* The task
Show every line of the material that follows in which the word "stream" occurs.

Start of Material supplied

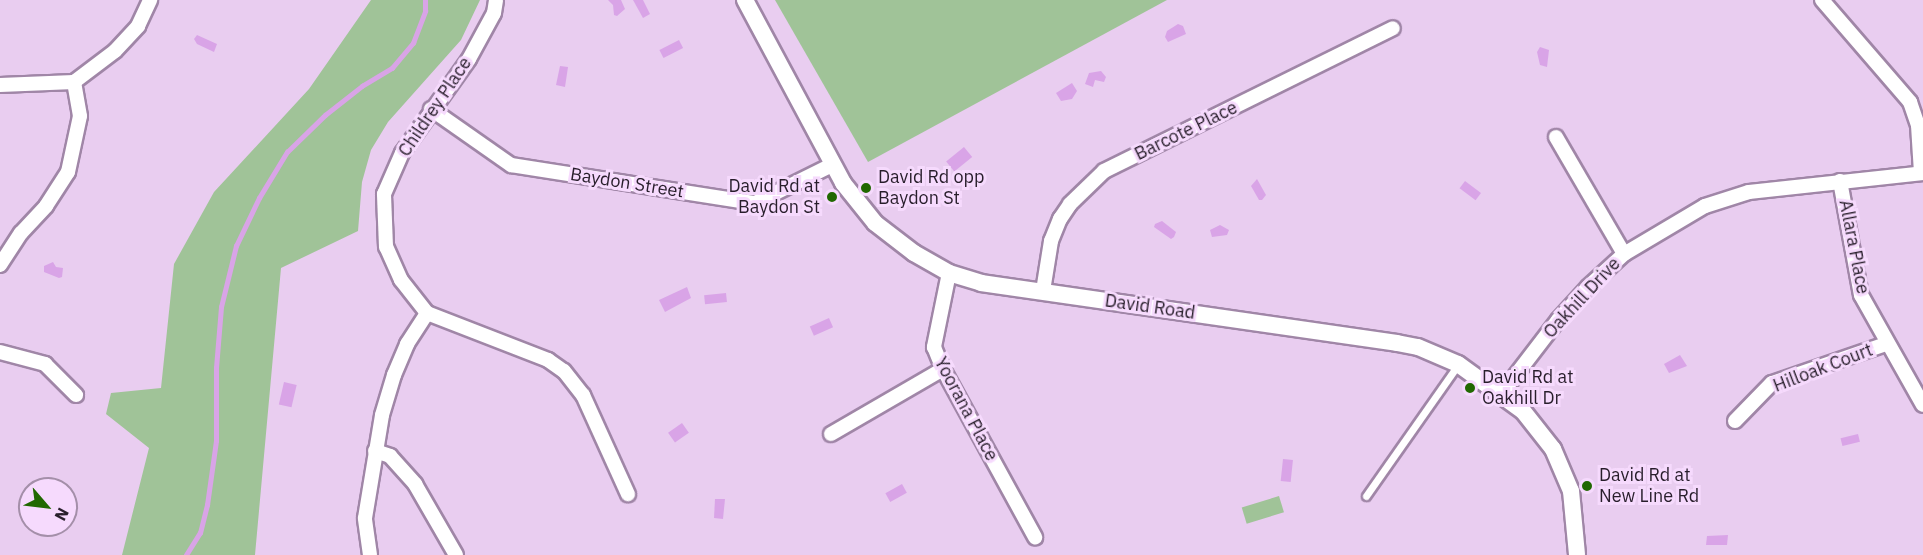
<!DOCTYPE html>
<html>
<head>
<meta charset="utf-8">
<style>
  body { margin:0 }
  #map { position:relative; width:1923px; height:555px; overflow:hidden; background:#e9cdf0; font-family:"IBM Plex Sans",sans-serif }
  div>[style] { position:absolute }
  .green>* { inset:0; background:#a0c398; transform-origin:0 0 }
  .water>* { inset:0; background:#d9a4e7; transform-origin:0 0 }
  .stream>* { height:4.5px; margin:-2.25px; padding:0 2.25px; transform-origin:2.25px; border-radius:2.25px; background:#d9a4e7 }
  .roads { filter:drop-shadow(2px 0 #a086a7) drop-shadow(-2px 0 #a086a7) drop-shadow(0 2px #a086a7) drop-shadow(0 -2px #a086a7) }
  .service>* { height:7px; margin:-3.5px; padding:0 3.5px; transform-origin:3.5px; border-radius:3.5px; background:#fff }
  .minor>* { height:14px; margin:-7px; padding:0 7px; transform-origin:7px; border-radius:7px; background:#fff }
  .tertiary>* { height:16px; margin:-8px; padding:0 8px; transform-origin:8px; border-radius:8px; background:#fff }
  .dots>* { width:16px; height:16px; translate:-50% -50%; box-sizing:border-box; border:3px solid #f6dafd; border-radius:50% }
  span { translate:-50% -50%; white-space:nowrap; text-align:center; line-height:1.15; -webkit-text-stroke:6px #f6dafd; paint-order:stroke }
  .street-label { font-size:18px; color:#281e2b }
  .poi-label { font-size:18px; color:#281e2b }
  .left { translate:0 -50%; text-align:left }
  .right { translate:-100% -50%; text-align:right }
  .north { position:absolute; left:18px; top:477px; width:60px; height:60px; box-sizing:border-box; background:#f6dafd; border:2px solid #a48fa9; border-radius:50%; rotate:118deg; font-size:16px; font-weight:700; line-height:24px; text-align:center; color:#281e2b }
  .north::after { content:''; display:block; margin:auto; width:21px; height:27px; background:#216801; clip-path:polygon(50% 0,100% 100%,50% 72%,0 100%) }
</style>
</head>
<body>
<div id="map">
  <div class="green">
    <div style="clip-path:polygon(371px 0,480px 0,461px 40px,388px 122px,371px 150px,362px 182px,358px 231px,281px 268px,255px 555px,122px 555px,149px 448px,106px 414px,111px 393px,161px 388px,174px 264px,214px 192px,309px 89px)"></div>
    <div style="clip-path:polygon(775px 0,1167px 0,868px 162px)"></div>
    <div style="left:1279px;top:496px;width:17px;height:39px;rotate:73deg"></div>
  </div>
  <div class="water">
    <div style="clip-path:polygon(608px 0,621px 0,625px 9px,617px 16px,614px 15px,613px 5px)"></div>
    <div style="clip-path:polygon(633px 0,643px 0,650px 14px,643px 18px)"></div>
    <div style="clip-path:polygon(1178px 24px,1183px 26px,1186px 34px,1168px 42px,1165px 37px,1167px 31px)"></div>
    <div style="clip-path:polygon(197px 35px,217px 44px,214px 52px,197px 44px,194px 39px)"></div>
    <div style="left:679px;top:40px;width:9px;height:22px;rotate:63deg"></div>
    <div style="clip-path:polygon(1540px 47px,1549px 50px,1547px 67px,1540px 65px,1537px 52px)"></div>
    <div style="clip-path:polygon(560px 66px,568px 67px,565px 87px,556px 85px)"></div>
    <div style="clip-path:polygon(1101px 71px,1106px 77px,1104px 82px,1095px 80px,1093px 87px,1085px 84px,1089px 73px)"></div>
    <div style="clip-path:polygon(1072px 83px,1077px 91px,1072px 99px,1061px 101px,1056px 93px)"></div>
    <div style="left:964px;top:147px;width:13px;height:23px;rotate:51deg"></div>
    <div style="clip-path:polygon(1257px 179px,1266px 195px,1262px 200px,1259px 200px,1251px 186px)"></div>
    <div style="left:1465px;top:181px;width:20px;height:9px;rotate:37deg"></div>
    <div style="clip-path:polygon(1162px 221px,1176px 232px,1174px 237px,1171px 239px,1154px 227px,1155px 224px)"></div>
    <div style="clip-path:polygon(1220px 225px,1229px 230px,1227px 235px,1212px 237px,1210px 230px)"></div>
    <div style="clip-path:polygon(53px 262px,56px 267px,63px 268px,62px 277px,59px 278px,44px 272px,44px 266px)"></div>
    <div style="clip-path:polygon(687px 287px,691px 298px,665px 312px,659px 300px)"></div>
    <div style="left:726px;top:293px;width:9px;height:22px;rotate:84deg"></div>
    <div style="left:829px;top:318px;width:10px;height:21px;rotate:66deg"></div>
    <div style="clip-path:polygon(1680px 355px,1687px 366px,1669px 373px,1664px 364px)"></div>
    <div style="left:284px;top:382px;width:13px;height:23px;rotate:13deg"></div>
    <div style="left:682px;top:423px;width:12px;height:17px;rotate:55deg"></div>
    <div style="left:1858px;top:434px;width:8px;height:18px;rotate:76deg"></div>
    <div style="left:1283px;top:459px;width:10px;height:22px;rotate:6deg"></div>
    <div style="left:902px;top:484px;width:10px;height:19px;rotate:61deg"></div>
    <div style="clip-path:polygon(715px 499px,725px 499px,723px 519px,714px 518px)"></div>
    <div style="clip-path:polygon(1728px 535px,1727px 545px,1706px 545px,1707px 536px)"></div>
  </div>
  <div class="stream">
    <div style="left:186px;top:555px;width:26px;rotate:-58deg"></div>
    <div style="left:200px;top:533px;width:29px;rotate:-76deg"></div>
    <div style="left:207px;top:505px;width:65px;rotate:-82deg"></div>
    <div style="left:216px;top:441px;width:73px;rotate:-90deg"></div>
    <div style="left:216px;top:368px;width:61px;rotate:-85.3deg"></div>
    <div style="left:221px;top:307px;width:63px;rotate:-76.2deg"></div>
    <div style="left:236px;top:246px;width:53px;rotate:-64.4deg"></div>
    <div style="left:259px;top:198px;width:54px;rotate:-58.7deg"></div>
    <div style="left:287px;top:152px;width:53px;rotate:-44.2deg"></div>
    <div style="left:325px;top:115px;width:47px;rotate:-38.1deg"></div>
    <div style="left:362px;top:86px;width:35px;rotate:-31deg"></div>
    <div style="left:392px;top:68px;width:33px;rotate:-50deg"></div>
    <div style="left:413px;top:43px;width:34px;rotate:-69deg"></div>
    <div style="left:425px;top:11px;width:11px;rotate:-90deg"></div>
  </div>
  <div class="roads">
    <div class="service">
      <div style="left:1366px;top:496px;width:159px;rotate:-55deg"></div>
    </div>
    <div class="minor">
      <div style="left:1822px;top:0;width:135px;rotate:49.2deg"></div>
      <div style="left:1910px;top:102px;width:24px;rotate:71deg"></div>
      <div style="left:1918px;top:125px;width:48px;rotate:86.4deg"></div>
      <div style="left:0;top:85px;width:74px;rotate:-2.3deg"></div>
      <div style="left:74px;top:82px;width:51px;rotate:-37.1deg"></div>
      <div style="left:115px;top:51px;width:34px;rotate:-47deg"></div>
      <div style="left:138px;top:26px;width:29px;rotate:-65deg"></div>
      <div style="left:431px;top:109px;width:98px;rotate:35deg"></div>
      <div style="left:511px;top:165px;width:247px;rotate:8.9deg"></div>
      <div style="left:755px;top:203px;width:86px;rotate:-26.3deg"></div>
      <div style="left:1556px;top:137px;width:135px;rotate:59.8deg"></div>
      <div style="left:1840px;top:181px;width:116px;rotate:79.6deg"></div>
      <div style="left:1861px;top:295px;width:126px;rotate:60.6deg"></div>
      <div style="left:0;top:265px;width:38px;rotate:-57deg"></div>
      <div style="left:21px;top:233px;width:37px;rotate:-47deg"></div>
      <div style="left:46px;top:206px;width:40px;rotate:-57.1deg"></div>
      <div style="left:68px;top:172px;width:57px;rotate:-77.9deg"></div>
      <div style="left:80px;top:116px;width:35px;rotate:-100deg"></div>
      <div style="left:949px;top:273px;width:76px;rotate:101.5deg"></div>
      <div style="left:934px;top:347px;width:24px;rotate:68deg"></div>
      <div style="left:943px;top:369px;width:192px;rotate:61.3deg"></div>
      <div style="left:1043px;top:291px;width:51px;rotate:-80.9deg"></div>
      <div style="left:1051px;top:241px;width:24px;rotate:-68deg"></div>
      <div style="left:1060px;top:219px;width:18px;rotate:-56deg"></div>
      <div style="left:1070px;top:204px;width:47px;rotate:-44.1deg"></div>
      <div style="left:1104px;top:171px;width:322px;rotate:-26.3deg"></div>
      <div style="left:427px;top:313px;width:42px;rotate:-128.2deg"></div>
      <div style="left:401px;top:280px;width:36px;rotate:-114deg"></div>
      <div style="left:386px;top:247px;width:53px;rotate:-92.2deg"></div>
      <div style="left:384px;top:194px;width:45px;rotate:-66.3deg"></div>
      <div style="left:402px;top:153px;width:115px;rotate:-54.5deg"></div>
      <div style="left:469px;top:59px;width:52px;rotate:-61.5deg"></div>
      <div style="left:494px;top:13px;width:13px;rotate:-81deg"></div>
      <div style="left:0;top:352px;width:47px;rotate:14.9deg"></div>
      <div style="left:45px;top:364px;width:44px;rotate:45deg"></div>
      <div style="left:1502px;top:393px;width:92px;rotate:-52.5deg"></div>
      <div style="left:1558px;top:320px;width:45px;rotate:-47.7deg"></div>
      <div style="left:1588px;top:287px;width:49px;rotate:-42.5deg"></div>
      <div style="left:1624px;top:254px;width:94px;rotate:-30.7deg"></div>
      <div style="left:1705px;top:206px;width:46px;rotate:-17.7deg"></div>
      <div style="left:1749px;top:192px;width:175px;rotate:-6.2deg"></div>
      <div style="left:1735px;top:421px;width:53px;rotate:-45.8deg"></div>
      <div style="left:1772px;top:383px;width:120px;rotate:-18.9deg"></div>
      <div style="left:831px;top:434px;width:129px;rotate:-30.1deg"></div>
      <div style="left:375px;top:451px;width:16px;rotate:18deg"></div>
      <div style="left:390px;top:456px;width:38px;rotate:48deg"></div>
      <div style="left:415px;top:484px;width:82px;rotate:60deg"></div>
      <div style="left:370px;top:555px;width:37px;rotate:-98deg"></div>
      <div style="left:365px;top:518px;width:104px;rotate:-80.6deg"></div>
      <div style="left:382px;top:415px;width:42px;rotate:-73.3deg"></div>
      <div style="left:394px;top:375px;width:34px;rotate:-67deg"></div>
      <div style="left:407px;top:344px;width:37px;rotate:-57deg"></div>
      <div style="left:427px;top:313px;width:130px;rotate:21.2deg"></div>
      <div style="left:548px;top:360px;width:19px;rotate:35deg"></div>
      <div style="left:564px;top:371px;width:31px;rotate:52deg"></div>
      <div style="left:583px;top:395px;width:109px;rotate:65.6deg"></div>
    </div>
    <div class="tertiary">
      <div style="left:745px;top:0;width:208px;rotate:61.8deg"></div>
      <div style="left:843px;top:183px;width:51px;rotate:51.3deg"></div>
      <div style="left:875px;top:223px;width:49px;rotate:37.6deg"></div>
      <div style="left:914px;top:253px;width:40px;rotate:29.7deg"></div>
      <div style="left:949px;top:273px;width:34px;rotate:17deg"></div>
      <div style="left:981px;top:283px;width:420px;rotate:8.2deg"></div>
      <div style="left:1397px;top:343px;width:21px;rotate:11deg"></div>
      <div style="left:1418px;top:347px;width:43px;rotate:23deg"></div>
      <div style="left:1458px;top:364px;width:80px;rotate:35.9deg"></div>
      <div style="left:1523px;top:411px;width:48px;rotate:51.7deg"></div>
      <div style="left:1553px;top:449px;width:46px;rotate:66.8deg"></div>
      <div style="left:1571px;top:491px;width:64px;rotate:84.6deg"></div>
    </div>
  </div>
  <div class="dots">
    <div style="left:866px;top:188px;background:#216801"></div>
    <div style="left:832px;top:197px;background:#216801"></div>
    <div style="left:1470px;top:388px;background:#216801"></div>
    <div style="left:1587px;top:486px;background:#216801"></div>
  </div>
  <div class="street-label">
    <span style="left:435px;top:107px;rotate:-56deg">Childrey Place</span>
    <span style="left:1186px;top:131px;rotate:-26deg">Barcote Place</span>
    <span style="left:627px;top:183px;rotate:9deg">Baydon Street</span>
    <span style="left:1854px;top:247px;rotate:79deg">Allara Place</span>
    <span style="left:1582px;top:298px;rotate:-47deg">Oakhill Drive</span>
    <span style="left:1150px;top:307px;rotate:8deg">David Road</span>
    <span style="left:1823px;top:368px;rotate:-21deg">Hilloak Court</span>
    <span style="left:966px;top:409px;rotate:62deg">Yoorana Place</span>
  </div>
  <div class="poi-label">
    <span class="left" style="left:878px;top:188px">David Rd opp<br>Baydon St</span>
    <span class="right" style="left:820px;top:197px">David Rd at<br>Baydon St</span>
    <span class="left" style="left:1482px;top:388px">David Rd at<br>Oakhill Dr</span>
    <span class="left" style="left:1599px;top:486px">David Rd at<br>New Line Rd</span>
  </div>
  <div class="north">N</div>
</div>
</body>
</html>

End of Material supplied

* Result of the task
  .stream>* { height:4.5px; margin:-2.25px; padding:0 2.25px; transform-origin:2.25px; border-radius:2.25px; background:#d9a4e7 }
  <div class="stream">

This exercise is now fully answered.